What Tria Stealer Can Do
Once active on a device, Tria Stealer requests access to key phone functions such as SMS, call logs, and app notifications. It immediately starts collecting data and sends it to a Command and Control (C2) server via Telegram bots.
ngCERT reports that the malware has multiple dangerous capabilities:
Intercepts OTPs to take over user accounts.
Impersonates victims to request fraudulent fund transfers.
Gains access to banking and financial apps.
Steals login credentials for identity theft.
Installs additional malware payloads without user permission.
To avoid detection, Tria Stealer uses encryption and code obfuscation techniques. It also automatically restarts upon reboot, ensuring persistent control over the infected device.
Who Is at Risk?
According to ngCERT, both individuals and organizations are vulnerable—especially users who rely heavily on messaging apps for personal or business communication. Because the malware can impersonate trusted contacts, even cautious users could be fooled into downloading the malicious file.
Safety Recommendations
For Individuals:
Download apps only from trusted sources like the Google Play Store.
Avoid clicking on unsolicited invitations or installation prompts—even if they appear to come from known contacts.
Enable two-factor authentication (2FA) on all messaging and banking apps.
Install and frequently update reputable antivirus software.

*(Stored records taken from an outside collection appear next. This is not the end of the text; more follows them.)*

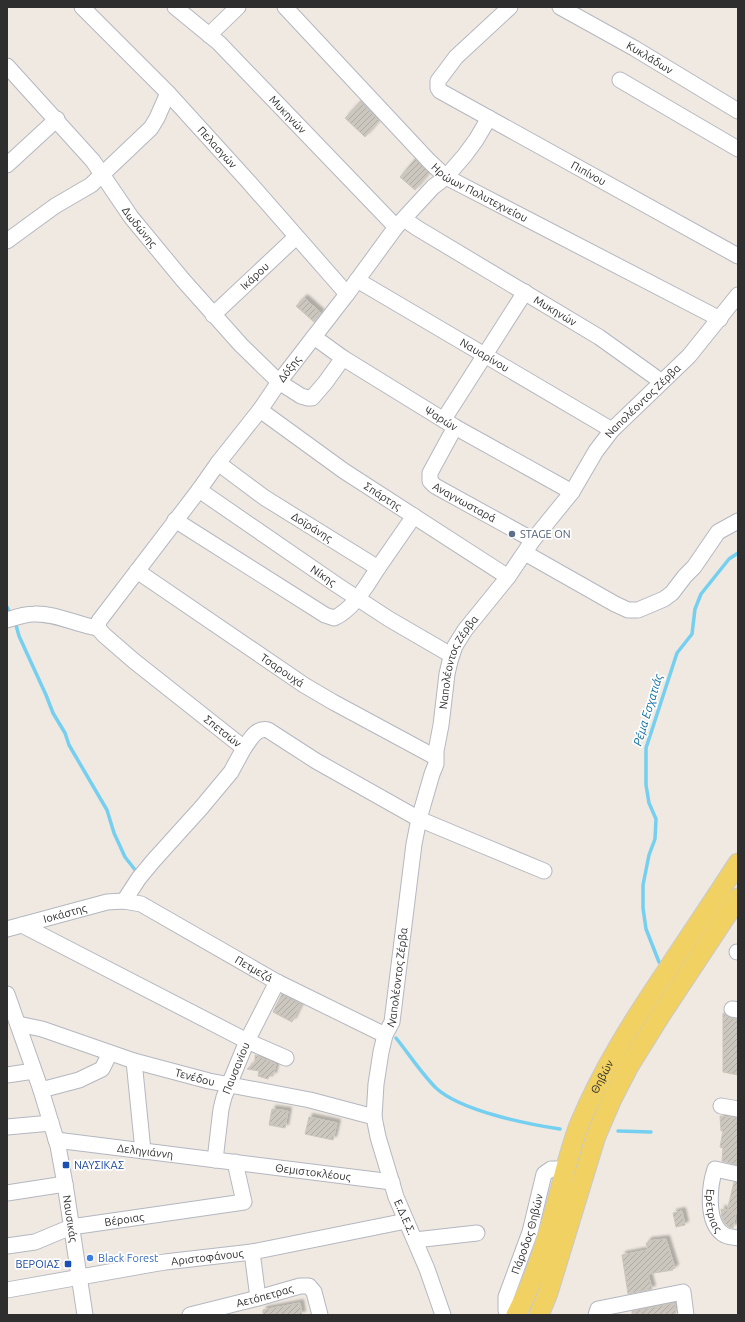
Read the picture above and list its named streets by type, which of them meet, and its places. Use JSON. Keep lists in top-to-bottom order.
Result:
{
  "streets": {
    "main road": ["Θηβών"],
    "street": [
      "Κυκλάδων",
      "Μυκηνών",
      "Πελασγών",
      "Πιπίνου",
      "Ηρώων Πολυτεχνείου",
      "Δωδώνης",
      "Ικάρου",
      "Ναυαρίνου",
      "Δόξης",
      "Ναπολέοντος Ζέρβα",
      "Ψαρών",
      "Σπάρτης",
      "Αναγνωσταρά",
      "Δοϊράνης",
      "Νίκης",
      "Τσαρουχά",
      "Σπετσών",
      "Ιοκάστης",
      "Πετμεζά",
      "Παυσανίου",
      "Τενέδου",
      "Δεληγιάννη",
      "Θεμιστοκλέους",
      "Ερέτριας",
      "Ε.Δ.Ε.Σ.",
      "Ναυσικάς",
      "Βέροιας",
      "Πάροδος Θηβών",
      "Αριστοφάνους",
      "Αετόπετρας"
    ]
  },
  "crossings": [
    ["Μυκηνών", "Δόξης"],
    ["Μυκηνών", "Ναπολέοντος Ζέρβα"],
    ["Μυκηνών", "Αναγνωσταρά"],
    ["Πελασγών", "Ικάρου"],
    ["Πελασγών", "Δόξης"],
    ["Πιπίνου", "Δόξης"],
    ["Ηρώων Πολυτεχνείου", "Δόξης"],
    ["Ηρώων Πολυτεχνείου", "Ναπολέοντος Ζέρβα"],
    ["Δωδώνης", "Ικάρου"],
    ["Δωδώνης", "Δόξης"],
    ["Δωδώνης", "Ψαρών"],
    ["Ναυαρίνου", "Δόξης"],
    ["Ναυαρίνου", "Ναπολέοντος Ζέρβα"],
    ["Ναυαρίνου", "Αναγνωσταρά"],
    ["Δόξης", "Ψαρών"],
    ["Δόξης", "Σπάρτης"],
    ["Δόξης", "Δοϊράνης"],
    ["Δόξης", "Νίκης"],
    ["Δόξης", "Τσαρουχά"],
    ["Δόξης", "Σπετσών"],
    ["Ναπολέοντος Ζέρβα", "Ψαρών"],
    ["Ναπολέοντος Ζέρβα", "Σπάρτης"],
    ["Ναπολέοντος Ζέρβα", "Αναγνωσταρά"],
    ["Ναπολέοντος Ζέρβα", "Νίκης"],
    ["Ναπολέοντος Ζέρβα", "Τσαρουχά"],
    ["Ναπολέοντος Ζέρβα", "Σπετσών"],
    ["Ναπολέοντος Ζέρβα", "Πετμεζά"],
    ["Ναπολέοντος Ζέρβα", "Τενέδου"],
    ["Ναπολέοντος Ζέρβα", "Ε.Δ.Ε.Σ."],
    ["Ψαρών", "Αναγνωσταρά"],
    ["Ιοκάστης", "Πετμεζά"],
    ["Πετμεζά", "Παυσανίου"],
    ["Παυσανίου", "Τενέδου"],
    ["Παυσανίου", "Δεληγιάννη"],
    ["Τενέδου", "Ε.Δ.Ε.Σ."],
    ["Τενέδου", "Ναυσικάς"],
    ["Θηβών", "Πάροδος Θηβών"],
    ["Δεληγιάννη", "Θεμιστοκλέους"],
    ["Δεληγιάννη", "Ναυσικάς"],
    ["Δεληγιάννη", "Βέροιας"],
    ["Θεμιστοκλέους", "Ε.Δ.Ε.Σ."],
    ["Θεμιστοκλέους", "Βέροιας"],
    ["Ε.Δ.Ε.Σ.", "Αριστοφάνους"],
    ["Ναυσικάς", "Βέροιας"],
    ["Ναυσικάς", "Αριστοφάνους"]
  ],
  "water": ["Ρέμα Εσχατιάς"],
  "places": {
    "other": ["STAGE ON", "Black Forest"],
    "transit": ["ΝΑΥΣΙΚΑΣ", "ΒΕΡΟΙΑΣ"]
  }
}
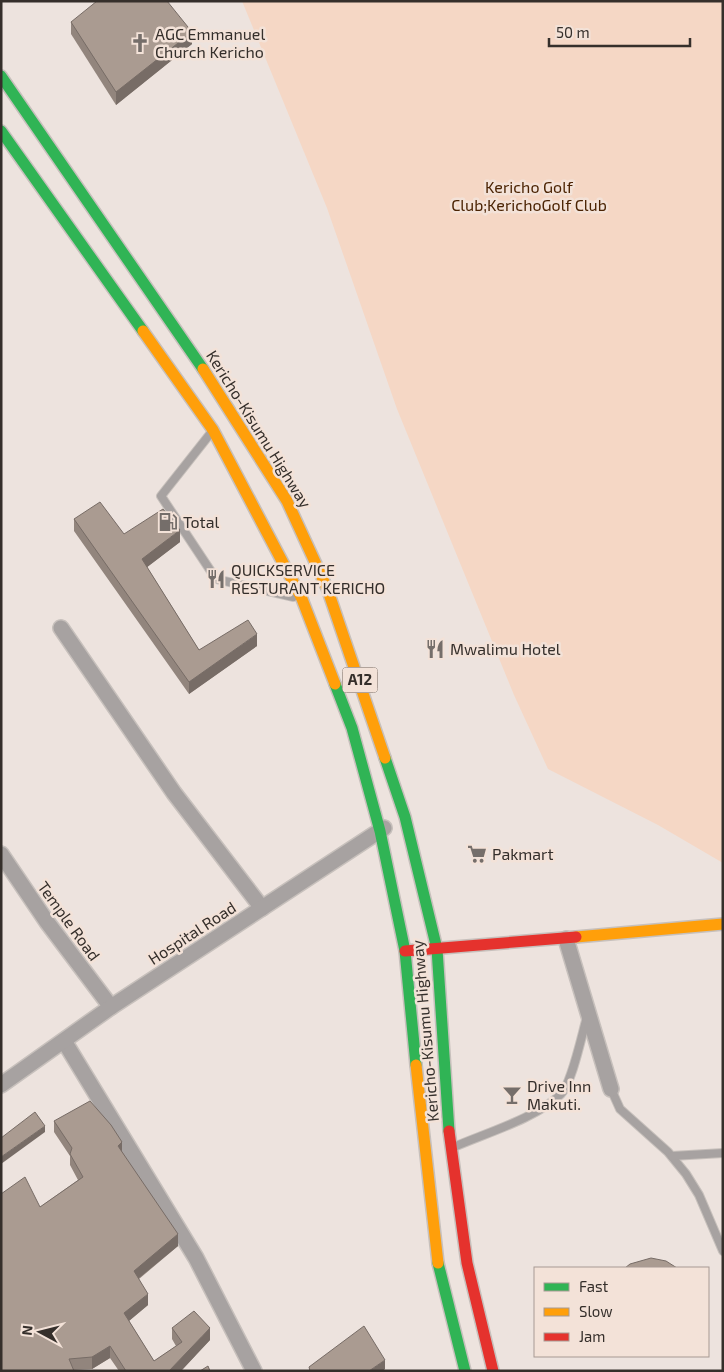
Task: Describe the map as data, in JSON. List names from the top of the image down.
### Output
{
  "streets": {
    "main road": ["Kericho-Kisumu Highway", "A12"],
    "street": ["Temple Road", "Hospital Road"]
  },
  "crossings": [
    ["Kericho-Kisumu Highway", "Hospital Road"],
    ["Temple Road", "Hospital Road"]
  ],
  "parks": ["Kericho Golf Club;KerichoGolf Club"],
  "places": {
    "church": ["AGC Emmanuel Church Kericho"],
    "fuel station": ["Total"],
    "restaurant": ["QUICKSERVICE RESTURANT KERICHO", "Mwalimu Hotel"],
    "supermarket": ["Pakmart"],
    "bar": ["Drive Inn Makuti."]
  },
  "legend": ["Fast", "Slow", "Jam"],
  "scale_bar": "50 m",
  "north": "left"
}
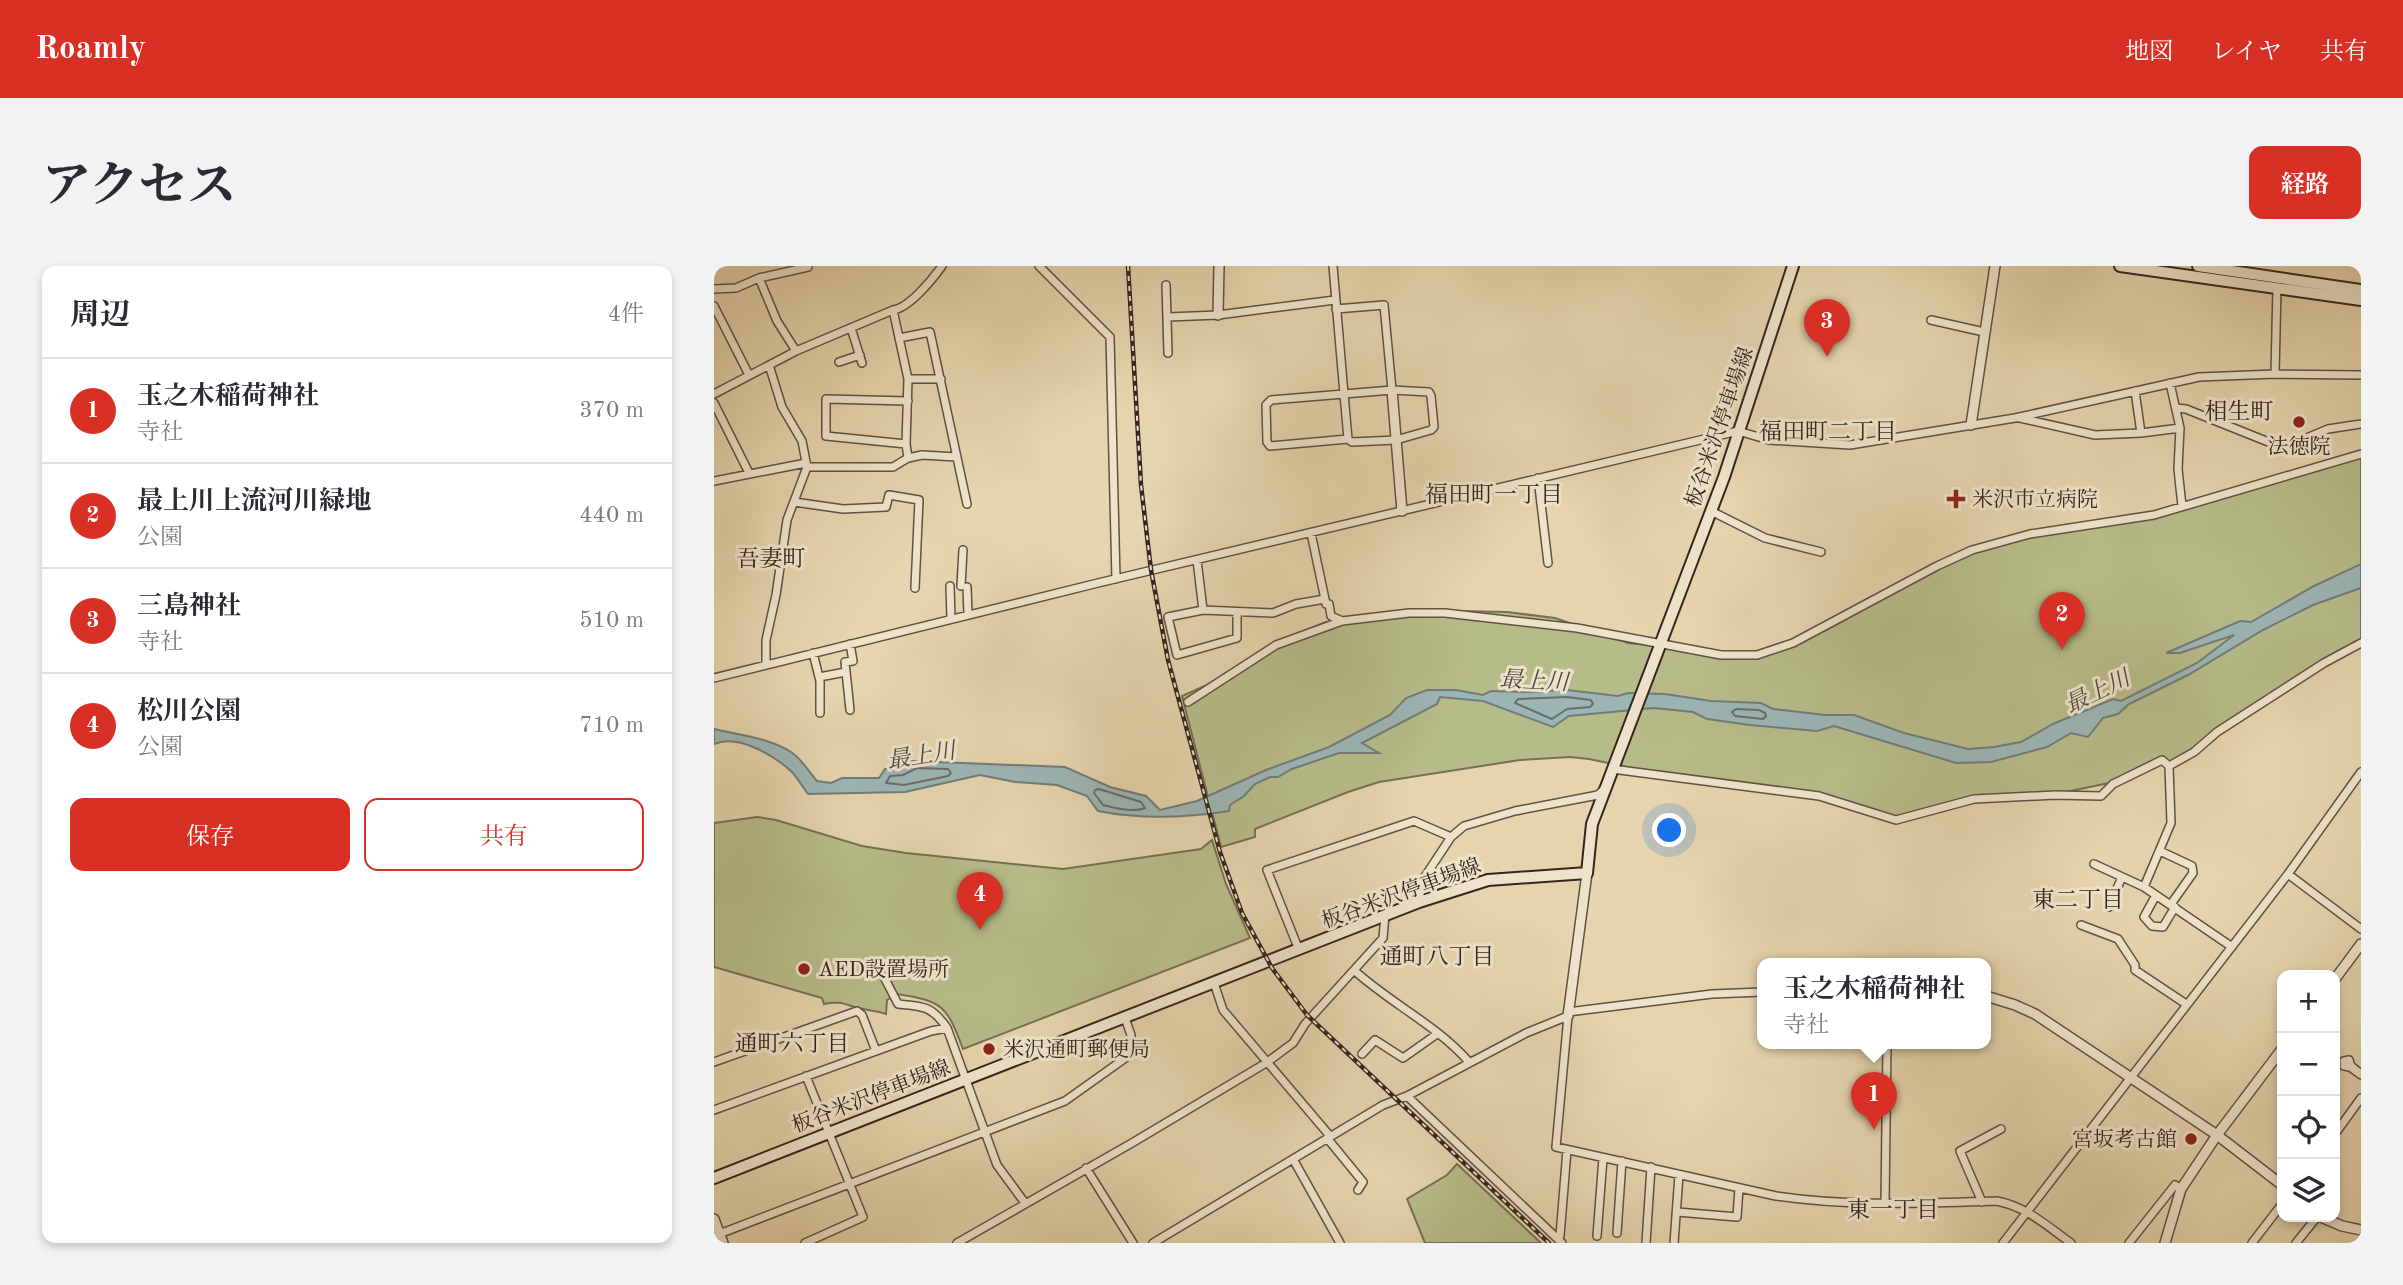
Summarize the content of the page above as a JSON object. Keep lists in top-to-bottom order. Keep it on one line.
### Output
{"streets":{"main road":["板谷米沢停車場線"]},"districts":["相生町","福田町二丁目","福田町一丁目","吾妻町","東二丁目","通町八丁目","通町六丁目","東一丁目"],"water":["最上川"],"places":{"other":["法徳院","AED設置場所","米沢通町郵便局","宮坂考古館"],"health":["米沢市立病院"]},"page":{"header":"Roamly","nav":["地図","レイヤ","共有"],"title":"アクセス","buttons":["経路",["保存","共有"]],"heading":["周辺","4件"],"pins":["3","2","4","1"],"list":[{"mark":"1","name":"玉之木稲荷神社","note":"寺社","value":"370 m"},{"mark":"2","name":"最上川上流河川緑地","note":"公園","value":"440 m"},{"mark":"3","name":"三島神社","note":"寺社","value":"510 m"},{"mark":"4","name":"松川公園","note":"公園","value":"710 m"}],"popup":["玉之木稲荷神社","寺社"],"map_buttons":["+","−"]}}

Limit app permissions, especially for apps not from official stores.
For Organizations:
Conduct awareness campaigns to educate employees about the risks of APK-based malware.
Warn staff about clicking links in messaging apps—even from coworkers.
Deploy mobile threat detection tools for executives and high-risk personnel.
Use Mobile Device Management (MDM) solutions to enforce security protocols on company devices.
Monitor network activity for signs of connections to known malware control servers.
ngCERT urges all users to remain vigilant and take proactive steps to secure their devices against this evolving threat.